Magnetic and optical property studies on cubic Gd3Fe5−xCoxO12 nanogarnets for spintronics

Abstract

Investigations on wide band gap nanocrystalline magnetic materials are the subject of recent research interest for establishing functional spin-based nanodevices. In this regard, gadolinium-based rare earth garnets (Gd₃Fe_5−xCo_xO₁₂) were processed in the form of nanostructures by a facile chemical route involving high-temperature annealing treatments. The garnet configuration and the existence of secondary phase characteristics were identified using Raman and X-ray diffraction analysis, respectively. The average size of the nanoparticles was estimated to be around 50–60 nm using Scherrer's formula and further confirmed using scanning/transmission electron microscopy imaging techniques. The wide band gap of Gd₃Fe_5−xCo_xO₁₂ systems was studied using the Tauc plot extracted from UV-vis absorbance measurements. A broad luminescence was also observed along the ultraviolet and green regions of the photoluminescence spectrum, which was attributed to the intermediate defect levels existing within the band gap of the material.

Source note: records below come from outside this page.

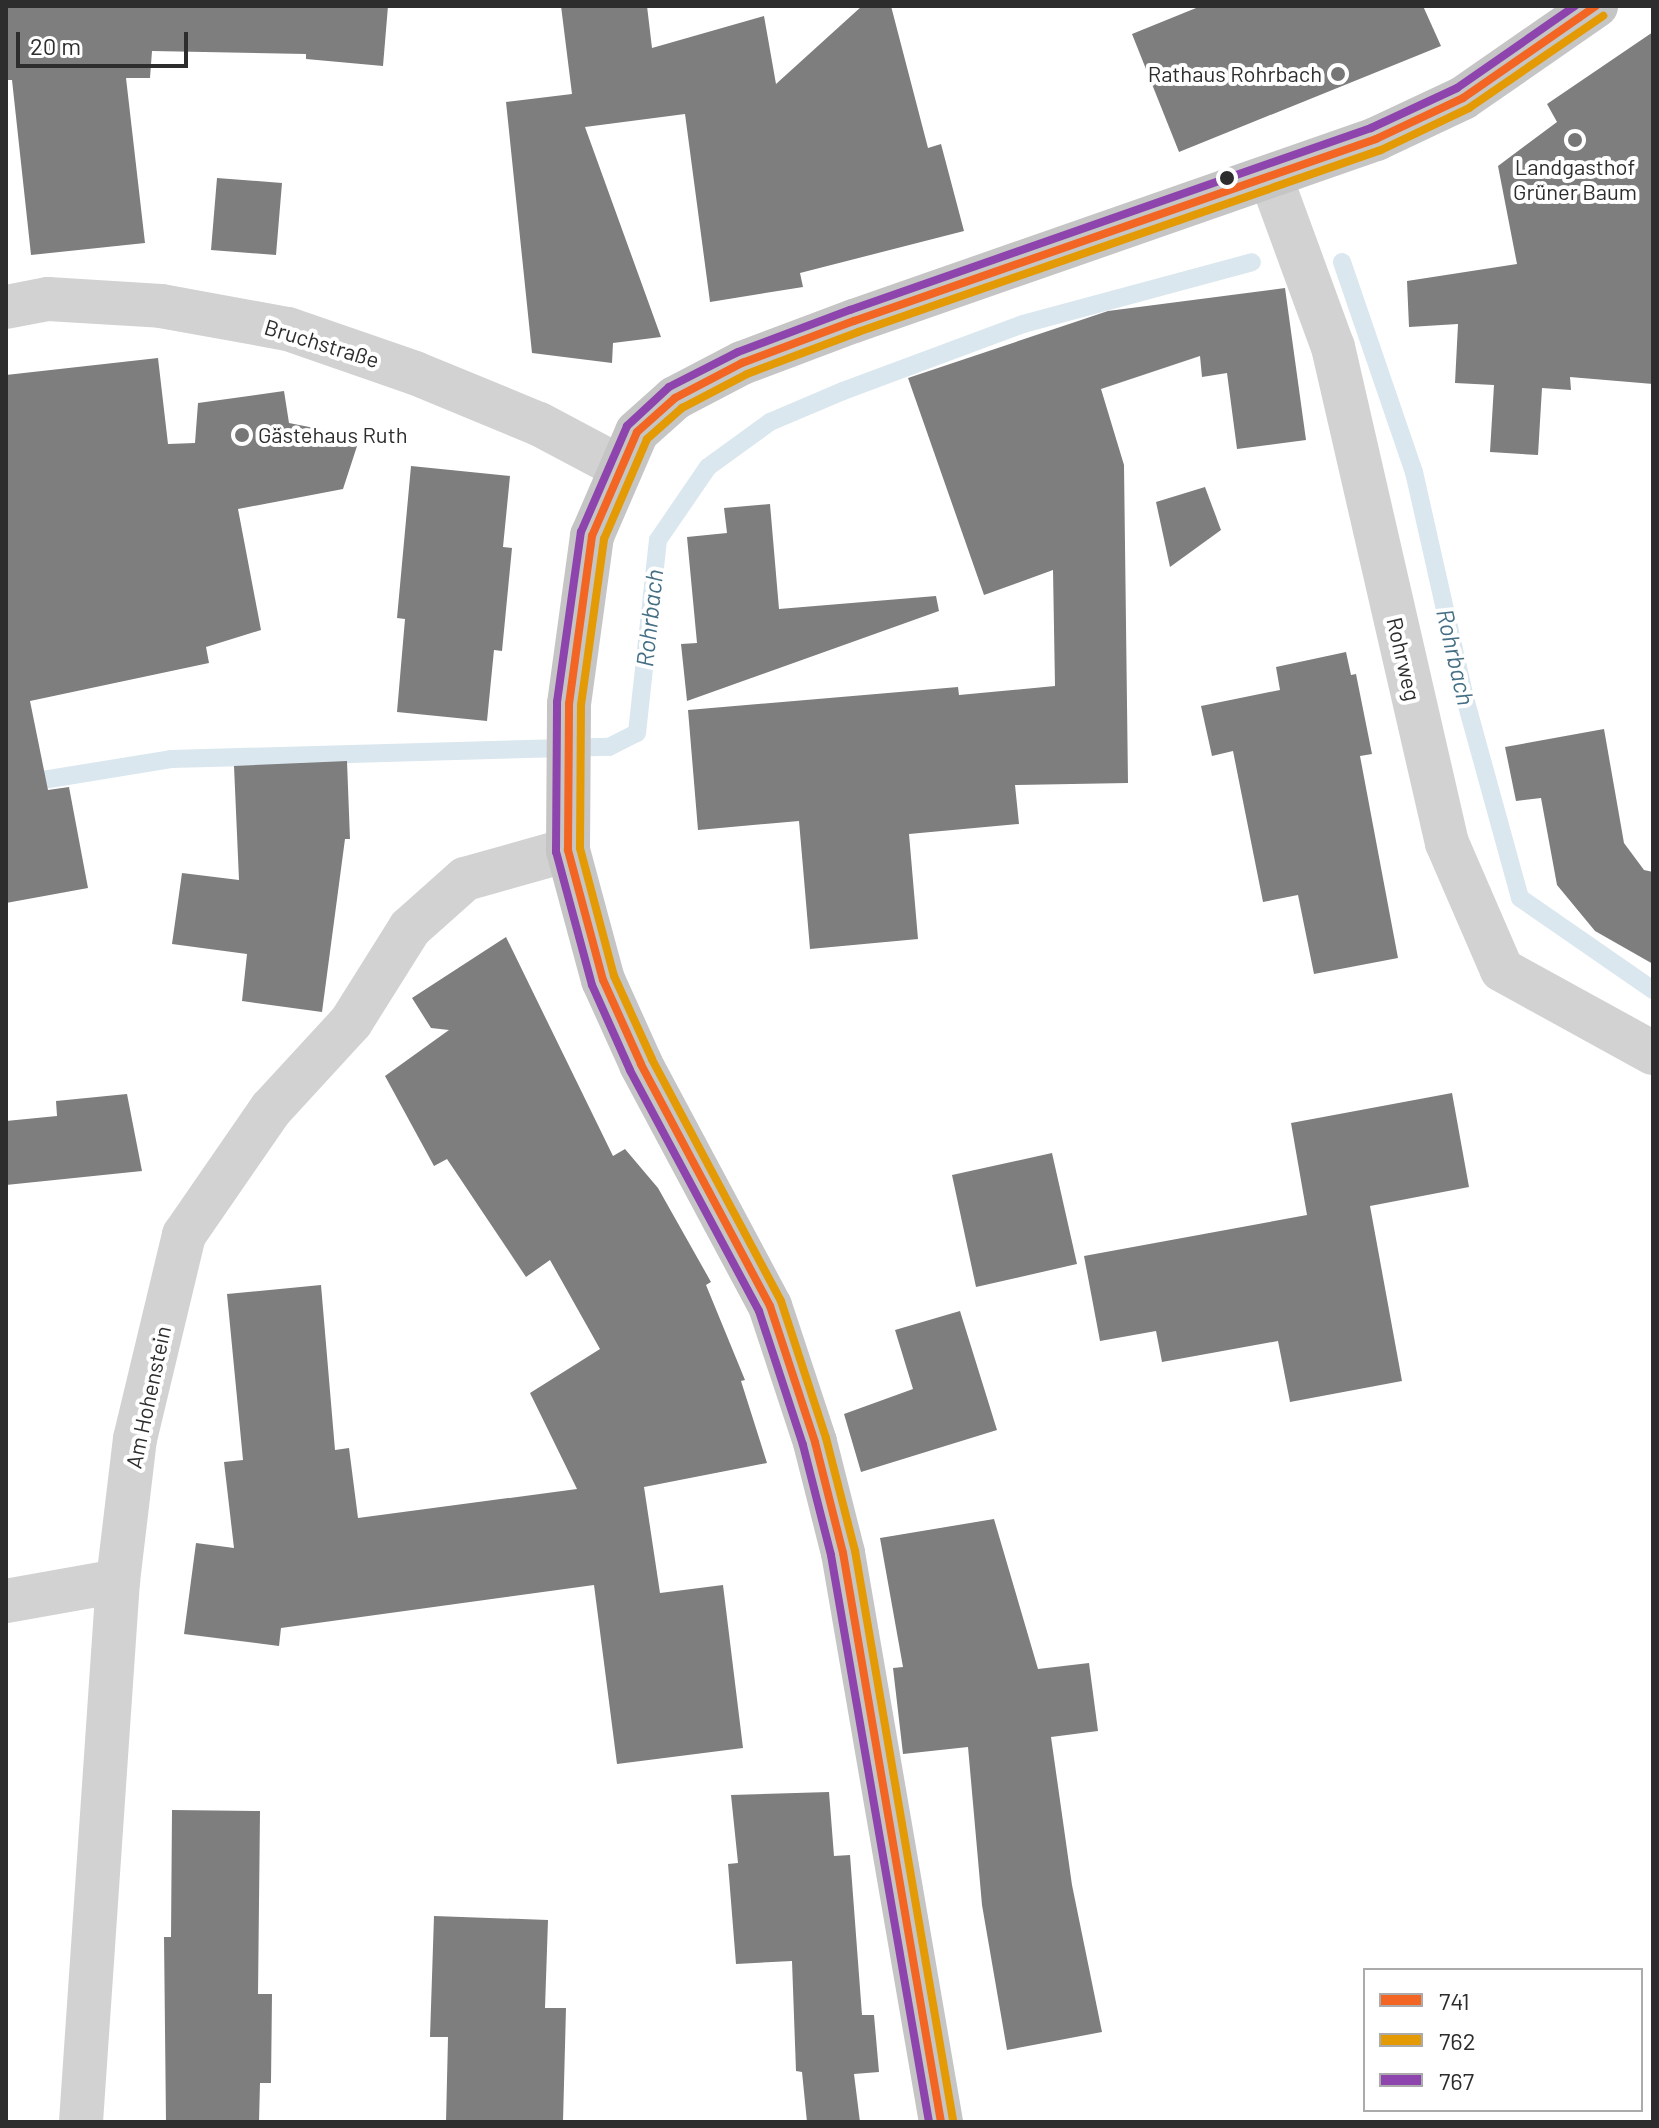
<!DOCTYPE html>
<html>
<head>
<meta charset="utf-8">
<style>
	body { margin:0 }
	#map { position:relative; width:1659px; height:2128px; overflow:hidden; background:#fff; font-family:Barlow,sans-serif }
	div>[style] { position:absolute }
	.stream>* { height:18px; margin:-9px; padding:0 9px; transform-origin:9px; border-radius:9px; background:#dae7ee }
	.building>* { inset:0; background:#7e7e7e }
	.minor>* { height:44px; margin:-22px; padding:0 22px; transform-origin:22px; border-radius:22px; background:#d2d2d2 }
	.primary>* { height:44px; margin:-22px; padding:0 22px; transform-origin:22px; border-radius:22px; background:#c5c5c5 }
	.bus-1>* { height:8px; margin:-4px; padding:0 4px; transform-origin:4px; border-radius:4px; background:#f26522 }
	.bus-2>* { height:8px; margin:-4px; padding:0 4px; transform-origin:4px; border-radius:4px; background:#e39a04 }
	.bus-3>* { height:8px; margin:-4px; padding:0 4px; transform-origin:4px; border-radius:4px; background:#8e44ad }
	.dots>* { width:22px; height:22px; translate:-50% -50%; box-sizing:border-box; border:4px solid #fff; border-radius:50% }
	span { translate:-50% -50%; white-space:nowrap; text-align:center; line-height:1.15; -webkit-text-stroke:8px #fff; paint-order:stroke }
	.poi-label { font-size:22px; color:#2d2d2d }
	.right { translate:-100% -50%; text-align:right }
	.left { translate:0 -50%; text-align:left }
	.street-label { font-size:22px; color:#2d2d2d }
	.water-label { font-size:24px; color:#456f85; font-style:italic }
	.frame { position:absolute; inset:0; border:8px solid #2d2d2d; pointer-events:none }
	.legend { position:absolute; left:1363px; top:1968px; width:280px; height:144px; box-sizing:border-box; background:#fff; border:2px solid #ababab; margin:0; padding:10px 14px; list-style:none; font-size:24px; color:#2d2d2d }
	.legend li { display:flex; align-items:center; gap:16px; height:40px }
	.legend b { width:40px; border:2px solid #ababab }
	.scale { position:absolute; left:16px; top:32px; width:172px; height:36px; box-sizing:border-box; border:4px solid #2d2d2d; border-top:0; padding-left:10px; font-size:24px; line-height:28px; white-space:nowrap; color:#2d2d2d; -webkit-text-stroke:6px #fff; paint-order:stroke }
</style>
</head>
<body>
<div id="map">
	<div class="stream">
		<div style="left:1342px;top:262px;width:222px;rotate:71.1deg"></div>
		<div style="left:1414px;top:472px;width:236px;rotate:77.3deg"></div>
		<div style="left:1466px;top:702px;width:203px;rotate:74.6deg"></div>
		<div style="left:1520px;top:898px;width:162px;rotate:34.7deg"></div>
		<div style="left:6px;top:786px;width:167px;rotate:-9.3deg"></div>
		<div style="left:171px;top:759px;width:438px;rotate:-1.6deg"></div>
		<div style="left:609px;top:747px;width:31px;rotate:-27deg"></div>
		<div style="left:637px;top:733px;width:194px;rotate:-83.8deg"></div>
		<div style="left:658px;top:540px;width:88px;rotate:-55.6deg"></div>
		<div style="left:708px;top:467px;width:77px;rotate:-36deg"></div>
		<div style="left:770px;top:422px;width:79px;rotate:-23deg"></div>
		<div style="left:843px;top:391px;width:192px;rotate:-20.4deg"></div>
		<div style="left:1023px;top:324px;width:237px;rotate:-15.1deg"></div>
	</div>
	<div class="building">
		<div style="clip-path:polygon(6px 6px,388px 6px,383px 66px,306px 59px,306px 54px,152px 51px,150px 78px,126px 78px,145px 243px,31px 255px,12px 80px,6px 80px)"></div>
		<div style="clip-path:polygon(561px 6px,647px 6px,652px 48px,764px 16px,776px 84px,862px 6px,891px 6px,928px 148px,941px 144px,964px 231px,800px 273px,803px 287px,710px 302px,685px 114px,585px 127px,661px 337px,613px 343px,612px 363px,532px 353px,506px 102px,572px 94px)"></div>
		<div style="clip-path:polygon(1201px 6px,1423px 6px,1441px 46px,1179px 152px,1132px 34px)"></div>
		<div style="clip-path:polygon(1653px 32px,1653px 384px,1570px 377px,1571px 390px,1542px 388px,1538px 455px,1490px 452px,1494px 385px,1455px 383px,1458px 324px,1409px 327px,1407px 281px,1517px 264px,1498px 166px,1557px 122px,1547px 104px)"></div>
		<div style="clip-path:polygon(217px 178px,282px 183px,276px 255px,211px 250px)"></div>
		<div style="clip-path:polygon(1285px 288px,1306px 440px,1237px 449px,1227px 373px,1202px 377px,1200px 356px,1101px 389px,1124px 465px,1128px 783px,1015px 785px,1019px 824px,909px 834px,918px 939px,810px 949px,799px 821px,698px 830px,688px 710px,958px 687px,959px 695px,1055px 686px,1053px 570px,984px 595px,908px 378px,1108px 311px)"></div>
		<div style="clip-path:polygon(158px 358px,168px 444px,195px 443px,198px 403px,284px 391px,289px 423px,360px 437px,343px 489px,238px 509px,261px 630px,206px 647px,209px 663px,30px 701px,48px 790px,69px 787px,88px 888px,6px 903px,6px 375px)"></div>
		<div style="clip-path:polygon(411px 466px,510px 476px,503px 547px,512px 548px,502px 651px,494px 650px,487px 721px,397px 712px,405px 619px,397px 618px)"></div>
		<div style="clip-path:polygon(1205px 487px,1221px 530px,1170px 567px,1156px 502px)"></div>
		<div style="clip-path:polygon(770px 504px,779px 609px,936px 596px,939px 611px,687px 701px,681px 644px,697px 643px,687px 537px,727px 533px,724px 508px)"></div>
		<div style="clip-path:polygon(1346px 652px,1351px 675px,1356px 674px,1372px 754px,1360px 756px,1398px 958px,1314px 974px,1298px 895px,1263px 902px,1233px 751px,1212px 756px,1201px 706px,1280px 690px,1276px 667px)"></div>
		<div style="clip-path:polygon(1604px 729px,1624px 843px,1644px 870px,1653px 872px,1653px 964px,1595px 931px,1557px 885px,1541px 798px,1516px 801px,1505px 747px)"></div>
		<div style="clip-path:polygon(347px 761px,350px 839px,345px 839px,322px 1012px,242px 1001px,247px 954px,172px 944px,182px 873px,239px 880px,234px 766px)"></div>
		<div style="clip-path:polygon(506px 937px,613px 1156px,625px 1149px,658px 1188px,711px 1282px,706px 1285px,745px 1380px,741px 1381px,767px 1463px,644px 1487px,660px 1593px,723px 1585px,743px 1748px,617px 1764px,594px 1585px,281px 1628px,279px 1646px,184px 1634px,196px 1543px,234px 1548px,224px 1462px,243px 1460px,227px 1294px,321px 1285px,335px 1450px,349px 1448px,358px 1518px,577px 1489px,530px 1393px,600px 1349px,550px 1260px,526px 1277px,447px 1159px,434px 1166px,385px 1076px,449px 1030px,431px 1028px,412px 998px)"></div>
		<div style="clip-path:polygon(1452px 1093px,1469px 1187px,1370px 1206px,1402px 1381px,1290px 1402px,1278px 1341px,1162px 1362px,1156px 1331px,1100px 1341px,1084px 1256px,1307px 1215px,1291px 1123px)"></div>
		<div style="clip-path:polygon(127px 1094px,142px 1171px,6px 1185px,6px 1121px,57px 1116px,56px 1101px)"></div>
		<div style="clip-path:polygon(1052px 1153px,1077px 1264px,976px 1287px,952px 1175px)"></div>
		<div style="clip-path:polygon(960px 1311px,997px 1430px,861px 1472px,844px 1414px,913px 1389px,895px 1330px)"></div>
		<div style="clip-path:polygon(994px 1519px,1038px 1669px,1089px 1663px,1098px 1731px,1051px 1737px,1072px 1885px,1102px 2032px,1007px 2050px,982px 1905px,968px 1747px,903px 1754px,893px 1668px,903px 1667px,880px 1538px)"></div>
		<div style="clip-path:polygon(829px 1792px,834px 1856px,850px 1855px,862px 2015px,874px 2015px,879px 2072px,854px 2074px,860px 2122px,807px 2122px,802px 2072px,796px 2071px,792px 1961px,736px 1964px,728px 1864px,738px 1863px,731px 1795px)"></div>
		<div style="clip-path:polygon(172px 1810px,260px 1811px,258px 1994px,272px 1994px,271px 2083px,260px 2083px,259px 2122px,166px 2122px,164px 1937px,171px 1937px)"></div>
		<div style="clip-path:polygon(434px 1916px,548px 1920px,545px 2008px,566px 2008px,563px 2122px,446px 2122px,448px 2037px,430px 2037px)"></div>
	</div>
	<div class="minor">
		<div style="left:1271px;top:178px;width:180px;rotate:69.9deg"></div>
		<div style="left:1333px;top:347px;width:509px;rotate:77.06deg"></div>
		<div style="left:1447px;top:843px;width:138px;rotate:66.6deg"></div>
		<div style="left:1502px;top:970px;width:172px;rotate:28.8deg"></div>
		<div style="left:6px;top:307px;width:43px;rotate:-10.8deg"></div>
		<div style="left:48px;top:299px;width:113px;rotate:3.5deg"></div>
		<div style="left:161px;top:306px;width:129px;rotate:10.3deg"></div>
		<div style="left:288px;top:329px;width:134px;rotate:19.1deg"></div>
		<div style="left:415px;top:373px;width:134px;rotate:22.4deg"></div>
		<div style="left:539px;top:424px;width:89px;rotate:28deg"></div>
		<div style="left:6px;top:1601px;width:114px;rotate:-10.1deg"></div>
		<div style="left:81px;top:2122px;width:542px;rotate:-86.09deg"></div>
		<div style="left:118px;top:1581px;width:143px;rotate:-83.2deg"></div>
		<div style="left:135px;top:1439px;width:210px;rotate:-76.5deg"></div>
		<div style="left:184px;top:1235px;width:153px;rotate:-55.4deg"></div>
		<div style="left:271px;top:1109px;width:118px;rotate:-47.4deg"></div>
		<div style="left:351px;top:1022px;width:111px;rotate:-57.9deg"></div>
		<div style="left:410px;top:928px;width:74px;rotate:-41.7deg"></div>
		<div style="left:465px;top:879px;width:107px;rotate:-15.7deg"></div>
	</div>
	<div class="primary">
		<div style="left:941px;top:2122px;width:577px;rotate:-99.77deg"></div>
		<div style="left:843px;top:1553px;width:114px;rotate:-104.2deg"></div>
		<div style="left:815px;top:1442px;width:143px;rotate:-108.3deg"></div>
		<div style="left:770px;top:1306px;width:274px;rotate:-118.1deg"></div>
		<div style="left:641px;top:1064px;width:92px;rotate:-114.3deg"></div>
		<div style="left:603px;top:980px;width:135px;rotate:-105.1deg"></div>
		<div style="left:568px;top:850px;width:146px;rotate:-89.6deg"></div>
		<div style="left:569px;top:704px;width:170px;rotate:-82.2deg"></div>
		<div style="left:592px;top:536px;width:113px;rotate:-66.6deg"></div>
		<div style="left:637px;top:432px;width:51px;rotate:-41.8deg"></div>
		<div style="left:675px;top:398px;width:76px;rotate:-27.6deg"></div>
		<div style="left:742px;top:363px;width:120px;rotate:-20.6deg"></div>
		<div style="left:854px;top:321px;width:553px;rotate:-19.22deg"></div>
		<div style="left:1376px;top:139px;width:96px;rotate:-25.2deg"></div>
		<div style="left:1463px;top:98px;width:162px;rotate:-34.7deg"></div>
	</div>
	<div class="bus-1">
		<div style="left:941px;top:2122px;width:577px;rotate:-99.77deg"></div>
		<div style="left:843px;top:1553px;width:114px;rotate:-104.2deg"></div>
		<div style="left:815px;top:1442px;width:143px;rotate:-108.3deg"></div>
		<div style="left:770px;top:1306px;width:274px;rotate:-118.1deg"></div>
		<div style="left:641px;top:1064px;width:92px;rotate:-114.3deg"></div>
		<div style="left:603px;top:980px;width:135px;rotate:-105.1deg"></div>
		<div style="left:568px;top:850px;width:146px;rotate:-89.6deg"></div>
		<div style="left:569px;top:704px;width:170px;rotate:-82.2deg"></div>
		<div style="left:592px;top:536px;width:113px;rotate:-66.6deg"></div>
		<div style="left:637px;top:432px;width:51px;rotate:-41.8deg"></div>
		<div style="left:675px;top:398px;width:76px;rotate:-27.6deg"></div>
		<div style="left:742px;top:363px;width:120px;rotate:-20.6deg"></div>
		<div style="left:854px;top:321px;width:553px;rotate:-19.22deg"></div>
		<div style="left:1376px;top:139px;width:96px;rotate:-25.2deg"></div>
		<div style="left:1463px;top:98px;width:162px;rotate:-34.7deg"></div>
	</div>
	<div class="bus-2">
		<div style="left:953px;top:2120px;width:577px;rotate:-99.77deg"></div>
		<div style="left:855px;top:1551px;width:117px;rotate:-104.4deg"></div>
		<div style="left:826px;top:1438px;width:144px;rotate:-108.2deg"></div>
		<div style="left:781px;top:1301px;width:274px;rotate:-118.1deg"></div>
		<div style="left:652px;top:1059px;width:91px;rotate:-114.6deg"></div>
		<div style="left:614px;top:976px;width:132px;rotate:-104.9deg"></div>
		<div style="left:580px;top:848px;width:143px;rotate:-89.6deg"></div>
		<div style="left:581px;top:705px;width:168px;rotate:-82.1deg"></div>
		<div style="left:604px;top:539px;width:109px;rotate:-66.7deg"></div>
		<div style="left:647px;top:439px;width:47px;rotate:-41.5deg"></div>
		<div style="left:682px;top:408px;width:73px;rotate:-27.6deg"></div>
		<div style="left:747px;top:374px;width:119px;rotate:-20.7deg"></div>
		<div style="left:858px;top:332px;width:554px;rotate:-19.19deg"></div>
		<div style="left:1381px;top:150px;width:98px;rotate:-25.5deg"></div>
		<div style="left:1469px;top:108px;width:163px;rotate:-34.5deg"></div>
	</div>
	<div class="bus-3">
		<div style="left:929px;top:2122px;width:575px;rotate:-99.81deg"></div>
		<div style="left:831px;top:1555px;width:114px;rotate:-104.3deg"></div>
		<div style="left:803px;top:1445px;width:141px;rotate:-108.2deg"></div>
		<div style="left:759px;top:1311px;width:273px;rotate:-118.2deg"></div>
		<div style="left:630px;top:1070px;width:93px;rotate:-114.1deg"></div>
		<div style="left:592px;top:985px;width:138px;rotate:-105.1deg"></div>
		<div style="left:556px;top:852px;width:150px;rotate:-89.6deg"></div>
		<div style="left:557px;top:702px;width:172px;rotate:-82deg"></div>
		<div style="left:581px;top:532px;width:116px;rotate:-66.5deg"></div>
		<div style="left:627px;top:426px;width:57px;rotate:-42.9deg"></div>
		<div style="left:669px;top:387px;width:77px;rotate:-26.9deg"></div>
		<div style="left:738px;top:352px;width:120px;rotate:-20.6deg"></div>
		<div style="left:850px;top:310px;width:552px;rotate:-19.26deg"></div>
		<div style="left:1371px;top:128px;width:95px;rotate:-24.9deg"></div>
		<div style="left:1457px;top:88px;width:144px;rotate:-34.8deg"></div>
	</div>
	<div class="dots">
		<div style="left:1338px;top:74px;background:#767676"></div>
		<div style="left:1575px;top:140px;background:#767676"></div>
		<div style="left:1227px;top:178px;background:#2d2d2d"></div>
		<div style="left:242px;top:435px;background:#767676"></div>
	</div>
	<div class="poi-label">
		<span class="right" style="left:1322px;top:74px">Rathaus Rohrbach</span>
		<span style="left:1575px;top:179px">Landgasthof<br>Grüner Baum</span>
		<span class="left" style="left:258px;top:435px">Gästehaus Ruth</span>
	</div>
	<div class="street-label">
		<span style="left:322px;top:343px;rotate:17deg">Bruchstraße</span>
		<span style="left:1404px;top:659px;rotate:77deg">Rohrweg</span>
		<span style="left:148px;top:1397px;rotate:-78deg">Am Hohenstein</span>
	</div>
	<div class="water-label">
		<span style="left:649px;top:618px;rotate:-84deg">Rohrbach</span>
		<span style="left:1456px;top:657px;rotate:77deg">Rohrbach</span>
	</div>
	<div class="frame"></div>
	<ul class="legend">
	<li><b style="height:10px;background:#f26522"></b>741</li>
	<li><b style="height:10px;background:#e39a04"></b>762</li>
	<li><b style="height:10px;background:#8e44ad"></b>767</li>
	</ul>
	<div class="scale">20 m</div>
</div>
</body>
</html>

The electrochemical characteristics of the Gd₃Fe_5−xCo_xO₁₂ nanostructures were further identified using the Nyquist-type impedance plots. Additionally, the saturation magnetization observed in the room-temperature magnetic (M–H) measurements was attributed to the complex magnetic structure of the garnet. Finally, in the present study, the investigation results suggest Gd₃Fe_5−xCo_xO₁₂ as an ideal candidate for applications in magneto-optical devices and spintronics.